In this paper, the proposed attention mechanism model is used to learn the relationship between time series and the relationship between sensors in spatial position, and the RUL of a turbofan engine is predicted by convolution neural network fusion. All in all, this model addresses the problem of relying on human experts for feature selection and improves autonomy. At the same time, the attention mechanism can fill the gap between laboratory results and industrial practice, which can be an excellent parallel computing feature and improve the speed of model prediction in industrial practice. Finally, the proposed method can be fully embedded into the control and optimization integration framework to provide critical information about the system [8]. Through comparative analysis, the spatio-temporal attention mechanism method is superior to other methods in the evaluation indexes of RMSE and score.

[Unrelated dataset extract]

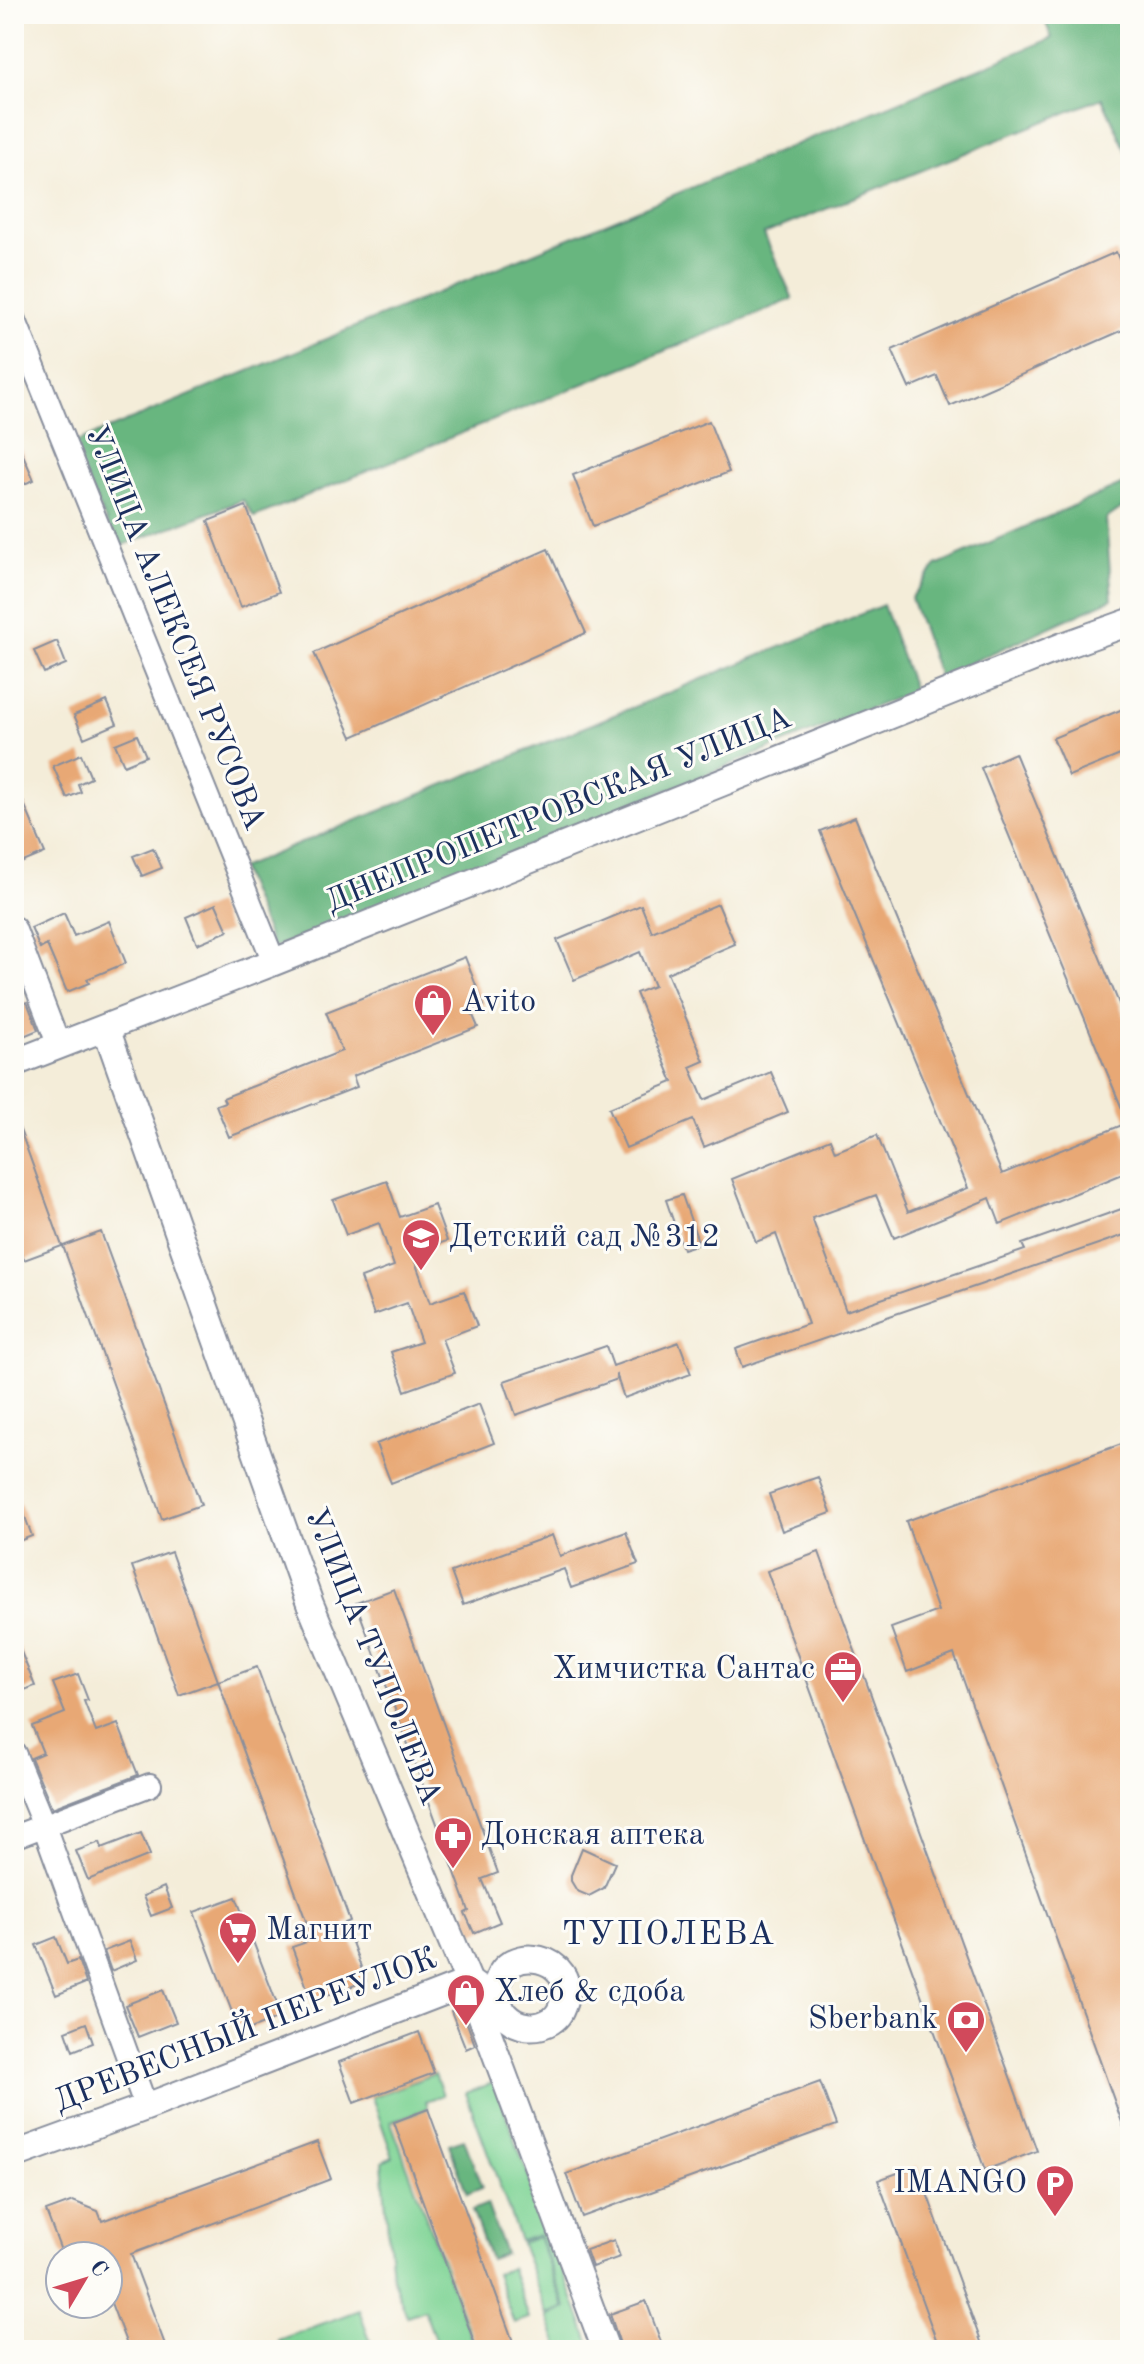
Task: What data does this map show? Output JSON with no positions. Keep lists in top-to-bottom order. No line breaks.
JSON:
{"streets":{"street":["УЛИЦА АЛЕКСЕЯ РУСОВА","ДНЕПРОПЕТРОВСКАЯ УЛИЦА","УЛИЦА ТУПОЛЕВА","ДРЕВЕСНЫЙ ПЕРЕУЛОК"]},"crossings":[["УЛИЦА АЛЕКСЕЯ РУСОВА","ДНЕПРОПЕТРОВСКАЯ УЛИЦА"],["ДНЕПРОПЕТРОВСКАЯ УЛИЦА","УЛИЦА ТУПОЛЕВА"],["УЛИЦА ТУПОЛЕВА","ДРЕВЕСНЫЙ ПЕРЕУЛОК"]],"districts":["ТУПОЛЕВА"],"places":{"shop":["Avito","Хлеб & сдоба"],"school or university":["Детский сад №312"],"office":["Химчистка Сантас"],"pharmacy":["Донская аптека"],"supermarket":["Магнит"],"bank":["Sberbank"],"parking":["IMANGO"]},"north":"top right"}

Especially in the multi-operation environment, the performance of this method is more stable than other methods. Of course, there are still some problems that need to be further explored. First, the potential harm caused by the situation that the predicted value is greater than the real value is relatively large, but at present, there is no good method to balance the relationship between reducing the predicted value and improving the prediction accuracy; second, there are many types of industrial data, but there may be some potential common features between degraded data. How to extract and use these common features to predict RUL and migrate to different scenarios is also a difficult problem; third, there are uncertainties and inaccuracies in available data, and how to eliminate these problems is also a difficulty in current research. At present, fuzzy logic [27] can generate the best fuzzy rule base in the learning process, which is a solution.

Figure 15.

RUL curve of sub-dataset FD002 prediction.

Figure 16.

RUL curve of sub-dataset FD003 prediction.

Data Availability

The data set used in the experiment is the C-MAPSS dataset of NASA. This dataset was generated with the C-MAPSS simulator. C-MAPSS stands for “Commercial Modular Aero-Propulsion System Simulation”,and it is a tool for the simulation of realistic large commercial turbofan engine data. For more information, please visit: https://github.com/uuuuf9/CMAPSSData.

Conflicts of Interest

No conflicts of interest exist in the submission of this manuscript, and the manuscript is approved by all authors for publication. The authors would like to declare on behalf of my co-authors that the work described was original research that has not been published previously and is not under consideration for publication elsewhere, in whole or in part. All the authors listed have approved the manuscript that is enclosed.